RE:WelshGeo, you seem to know your stuff. Do you think@drunk@noon I was going to reply to a couple of posts here so perhaps I can sweep up my responses here and help to provide an answer to your question (at the end of this note).
Is there Cretaceous under Royston?
This is easy to answer - yes. The Cretaceous is the source rock for all the oil in Royston and probably for the 1.5 billion barrels of oil in the Southern Basin in which Royston sits. It's a visible seismic marker and the Cretaceous is also exposed at surface further to the west where it has a world-class source rock with >2.2% Total Organic Content. This is a highly oil-prone source rock and extends into Venezuela or if you prefer the source rocks extend from Venezuela into Trinidad. Touchstone has mapped these deep seismic horizons for Kraken etc and the question is not necessarily whether there is oil there but rather is there any reservoir. The Cretaceous has been deeply buried and the source rocks entered into the oil window. It is common in thrust belts to see detachment (or slipping) of the rocks along oil generation zones and they effectively are oil lubricated causing slide zones which are visible on the seismic. These thrust fault movements have propagated into the shallower sections and are the migration paths for the oil (and gas) to enter into the structures above. Thus you have a source and a migration mechanism into the thrust sheets that sit above the source rocks. It is not uncommon for this to result in elevated pressures in the shallower zones because the migrating fluids are under higher pressure at depth and cause elevated pressures when they enter reservoir rocks. Above normal pressures are clearly evident at Royston (you can work this out from the pressures that are in the Touchstone press release}. So all the well evidence points towards to active oil migration into the Royston reservoirs from a deep mature Cretaceous source.
Pressure Depletion / Decline Rate / Recover Factor
This is an area which @1explosiveGUY seems to be fixated on (well, apart from well costs, development costs, water injection, the jungle and bankruptcy for Touchstone). It's better to address this by going back to basics. What we know is that there is oil and water in the reservoirs. The bottom oil zone seems to be open at depth (could not be tested deeper and was in oil at TD). The intermediate zone has oil and water, probably oil sitting on a significant aquifer (based on the water cuts). There is little or no gas, and yes there is more gas in the analog Penal / Barrackpore field. What this could mean is that the Penal / Barrackpore field could have solution gas / gas cap drive mechanism and Royston could have a water drive by aquifer expansion. What does this mean for recovery rates? A solution gas drive reservoir has a typical recovery factor of 5 - 30% and a Gas Cap drive (driven by gas expansion) has a typical recovery factor of 20 - 40%. While a water drive reservoir has a typical recovery of 35 to 75%.
All fluids (and gas) removed from the reservoir will drop the reservoir pressure. Gas expansion occurs because of the drop in reservoir pressure and does not add energy into the reservoir which @1explosiveGUY seems to suggest "those other pools had lots of gas to drive up oil productioon by maintaining pressure".

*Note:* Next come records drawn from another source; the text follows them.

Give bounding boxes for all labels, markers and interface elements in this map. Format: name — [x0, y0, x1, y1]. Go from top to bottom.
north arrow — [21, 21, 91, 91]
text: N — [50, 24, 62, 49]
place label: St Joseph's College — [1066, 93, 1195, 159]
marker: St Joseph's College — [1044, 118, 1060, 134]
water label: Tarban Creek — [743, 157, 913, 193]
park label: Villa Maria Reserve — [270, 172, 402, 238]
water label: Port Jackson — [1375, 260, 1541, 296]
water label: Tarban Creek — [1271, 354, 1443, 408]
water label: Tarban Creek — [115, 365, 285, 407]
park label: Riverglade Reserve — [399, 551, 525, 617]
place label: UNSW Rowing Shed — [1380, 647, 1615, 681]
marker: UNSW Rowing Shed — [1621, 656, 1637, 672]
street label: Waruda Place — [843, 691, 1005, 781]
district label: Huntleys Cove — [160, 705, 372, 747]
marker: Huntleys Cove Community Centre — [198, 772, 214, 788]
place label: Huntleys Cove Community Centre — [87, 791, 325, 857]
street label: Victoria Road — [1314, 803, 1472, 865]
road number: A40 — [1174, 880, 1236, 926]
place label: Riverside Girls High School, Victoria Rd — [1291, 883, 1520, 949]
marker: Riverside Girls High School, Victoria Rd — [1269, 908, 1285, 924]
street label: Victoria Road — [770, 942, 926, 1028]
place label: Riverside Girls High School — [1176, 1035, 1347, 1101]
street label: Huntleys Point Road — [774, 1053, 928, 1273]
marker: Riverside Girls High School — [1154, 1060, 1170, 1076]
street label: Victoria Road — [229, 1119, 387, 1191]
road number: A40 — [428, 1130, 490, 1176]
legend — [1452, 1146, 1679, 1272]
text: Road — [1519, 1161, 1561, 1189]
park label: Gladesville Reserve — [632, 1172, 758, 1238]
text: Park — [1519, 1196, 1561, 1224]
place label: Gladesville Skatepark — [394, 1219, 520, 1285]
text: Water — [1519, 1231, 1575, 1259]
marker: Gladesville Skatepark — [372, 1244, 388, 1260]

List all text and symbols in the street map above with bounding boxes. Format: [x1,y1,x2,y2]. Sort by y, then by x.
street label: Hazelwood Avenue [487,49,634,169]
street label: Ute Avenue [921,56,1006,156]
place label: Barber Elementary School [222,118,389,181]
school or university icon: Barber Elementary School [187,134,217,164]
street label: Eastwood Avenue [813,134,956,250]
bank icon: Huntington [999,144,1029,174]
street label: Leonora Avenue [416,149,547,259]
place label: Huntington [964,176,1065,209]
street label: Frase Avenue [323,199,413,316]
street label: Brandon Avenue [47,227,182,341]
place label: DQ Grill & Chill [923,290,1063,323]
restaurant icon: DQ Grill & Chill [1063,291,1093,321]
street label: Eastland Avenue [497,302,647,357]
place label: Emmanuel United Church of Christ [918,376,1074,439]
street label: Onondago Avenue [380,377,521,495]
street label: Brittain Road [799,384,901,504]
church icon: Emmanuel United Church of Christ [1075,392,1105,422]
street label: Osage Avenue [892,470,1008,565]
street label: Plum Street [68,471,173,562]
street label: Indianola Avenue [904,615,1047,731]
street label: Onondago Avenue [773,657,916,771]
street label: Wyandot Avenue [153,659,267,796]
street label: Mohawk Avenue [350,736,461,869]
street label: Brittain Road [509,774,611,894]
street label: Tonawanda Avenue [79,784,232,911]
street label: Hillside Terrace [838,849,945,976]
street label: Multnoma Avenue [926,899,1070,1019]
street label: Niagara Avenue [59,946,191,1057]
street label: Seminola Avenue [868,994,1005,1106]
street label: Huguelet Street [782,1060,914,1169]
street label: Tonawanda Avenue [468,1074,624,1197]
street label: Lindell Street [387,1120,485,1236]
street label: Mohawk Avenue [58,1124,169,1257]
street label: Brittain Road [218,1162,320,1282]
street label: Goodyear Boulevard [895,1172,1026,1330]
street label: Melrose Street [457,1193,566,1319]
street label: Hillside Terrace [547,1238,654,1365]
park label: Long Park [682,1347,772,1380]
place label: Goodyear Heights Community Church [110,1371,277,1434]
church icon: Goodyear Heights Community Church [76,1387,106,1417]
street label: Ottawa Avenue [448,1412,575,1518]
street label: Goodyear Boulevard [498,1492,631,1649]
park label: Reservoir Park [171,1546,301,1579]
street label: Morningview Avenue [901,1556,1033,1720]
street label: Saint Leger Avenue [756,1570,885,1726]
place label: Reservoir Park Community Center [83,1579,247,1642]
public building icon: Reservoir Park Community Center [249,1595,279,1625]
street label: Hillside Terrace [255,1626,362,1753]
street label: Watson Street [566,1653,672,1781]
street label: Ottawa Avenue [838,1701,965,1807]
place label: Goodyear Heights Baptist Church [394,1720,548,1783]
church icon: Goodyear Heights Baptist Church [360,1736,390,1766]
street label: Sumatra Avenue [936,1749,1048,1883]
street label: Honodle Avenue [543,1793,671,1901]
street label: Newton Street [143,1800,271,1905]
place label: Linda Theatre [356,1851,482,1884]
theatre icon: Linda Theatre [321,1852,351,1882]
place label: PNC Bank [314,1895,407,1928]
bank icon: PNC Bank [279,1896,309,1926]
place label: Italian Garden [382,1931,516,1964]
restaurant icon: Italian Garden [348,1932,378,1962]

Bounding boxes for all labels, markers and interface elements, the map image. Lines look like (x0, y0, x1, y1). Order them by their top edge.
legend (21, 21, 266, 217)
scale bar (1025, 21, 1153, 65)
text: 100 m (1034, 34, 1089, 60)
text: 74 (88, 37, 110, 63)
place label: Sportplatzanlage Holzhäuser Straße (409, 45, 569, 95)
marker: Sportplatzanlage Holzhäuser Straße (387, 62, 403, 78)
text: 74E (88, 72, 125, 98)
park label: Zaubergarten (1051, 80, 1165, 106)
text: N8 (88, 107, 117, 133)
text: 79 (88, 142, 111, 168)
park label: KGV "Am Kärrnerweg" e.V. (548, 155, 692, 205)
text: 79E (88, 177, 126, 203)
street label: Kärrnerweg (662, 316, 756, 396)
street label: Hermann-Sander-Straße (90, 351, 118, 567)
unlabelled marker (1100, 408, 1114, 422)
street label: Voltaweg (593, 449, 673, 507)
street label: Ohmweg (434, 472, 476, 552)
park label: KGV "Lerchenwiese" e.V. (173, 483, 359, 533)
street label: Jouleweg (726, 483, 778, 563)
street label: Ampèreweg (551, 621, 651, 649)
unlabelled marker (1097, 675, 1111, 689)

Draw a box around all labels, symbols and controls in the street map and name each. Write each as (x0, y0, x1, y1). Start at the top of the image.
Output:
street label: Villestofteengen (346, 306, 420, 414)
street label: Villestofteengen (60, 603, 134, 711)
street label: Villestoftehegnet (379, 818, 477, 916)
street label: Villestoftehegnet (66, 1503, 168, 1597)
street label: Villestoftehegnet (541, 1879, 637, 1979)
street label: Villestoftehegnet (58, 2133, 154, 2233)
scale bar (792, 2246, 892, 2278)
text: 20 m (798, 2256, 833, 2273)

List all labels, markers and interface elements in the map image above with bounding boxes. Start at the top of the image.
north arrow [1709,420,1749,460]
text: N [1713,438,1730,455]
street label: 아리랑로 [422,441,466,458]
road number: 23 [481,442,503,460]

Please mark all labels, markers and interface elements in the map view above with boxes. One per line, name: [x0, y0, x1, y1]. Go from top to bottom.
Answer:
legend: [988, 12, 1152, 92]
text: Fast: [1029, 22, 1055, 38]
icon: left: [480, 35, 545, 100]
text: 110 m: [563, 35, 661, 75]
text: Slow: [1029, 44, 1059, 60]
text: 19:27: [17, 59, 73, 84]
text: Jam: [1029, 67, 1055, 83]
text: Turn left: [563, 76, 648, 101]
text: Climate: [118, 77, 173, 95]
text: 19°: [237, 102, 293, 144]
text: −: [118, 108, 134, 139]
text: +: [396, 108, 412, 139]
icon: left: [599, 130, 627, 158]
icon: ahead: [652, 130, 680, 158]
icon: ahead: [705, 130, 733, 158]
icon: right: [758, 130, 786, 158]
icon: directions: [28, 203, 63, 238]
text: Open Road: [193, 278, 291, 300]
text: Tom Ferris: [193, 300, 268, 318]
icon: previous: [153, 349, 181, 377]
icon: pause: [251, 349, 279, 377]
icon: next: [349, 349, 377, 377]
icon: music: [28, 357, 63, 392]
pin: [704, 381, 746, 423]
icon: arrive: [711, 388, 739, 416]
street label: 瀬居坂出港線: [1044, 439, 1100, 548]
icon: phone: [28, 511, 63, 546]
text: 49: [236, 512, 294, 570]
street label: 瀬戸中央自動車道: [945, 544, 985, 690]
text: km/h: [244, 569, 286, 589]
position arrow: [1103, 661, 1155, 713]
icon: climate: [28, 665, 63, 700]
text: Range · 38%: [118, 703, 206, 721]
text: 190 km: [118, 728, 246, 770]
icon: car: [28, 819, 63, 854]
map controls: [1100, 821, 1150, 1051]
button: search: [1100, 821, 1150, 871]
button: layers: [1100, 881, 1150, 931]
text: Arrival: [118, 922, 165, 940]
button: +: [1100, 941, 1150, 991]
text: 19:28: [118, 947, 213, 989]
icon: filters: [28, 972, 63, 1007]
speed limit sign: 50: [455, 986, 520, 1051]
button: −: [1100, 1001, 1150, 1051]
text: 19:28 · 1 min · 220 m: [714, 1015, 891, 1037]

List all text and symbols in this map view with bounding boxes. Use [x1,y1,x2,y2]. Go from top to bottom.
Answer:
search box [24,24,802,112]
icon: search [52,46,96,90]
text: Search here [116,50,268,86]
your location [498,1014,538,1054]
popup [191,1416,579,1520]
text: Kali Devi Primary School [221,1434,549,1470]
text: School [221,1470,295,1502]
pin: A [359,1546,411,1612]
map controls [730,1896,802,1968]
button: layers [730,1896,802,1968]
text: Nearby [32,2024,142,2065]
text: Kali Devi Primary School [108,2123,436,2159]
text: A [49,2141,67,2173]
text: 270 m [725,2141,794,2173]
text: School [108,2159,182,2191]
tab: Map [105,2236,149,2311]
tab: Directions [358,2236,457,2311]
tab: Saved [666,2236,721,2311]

Pressure depletion is a function of how much fluids or gas are removed and if water (or gas) is re-injected back into the reservoir. Touchstone intends to inject water and so there should be good pressure maintenance. So I just don't see the justification for the 50% decline rates (admittedly already down from 1explosiveGUY's earlier 70% decline rates).
So to answer your question.
The oil flow rates from the testing are encouraging, I'm reluctant to say much more than that because the press releases are poorly constructed and I don't get too much more clarity from the video interviews. I am sure the well cost will drop (exploration wells are usually the most expensive) and a lot of water has been produced in Trinidad so I don't think water handling and water injection should be a problem. The key will be in the results of the long-term production test during which hopefully they will run the proper production logs to see what zones are contributing and from where. So that's the information that is needed.
I hope that helps, may not be the definitive answer you were hoping for but that's where we are at the moment.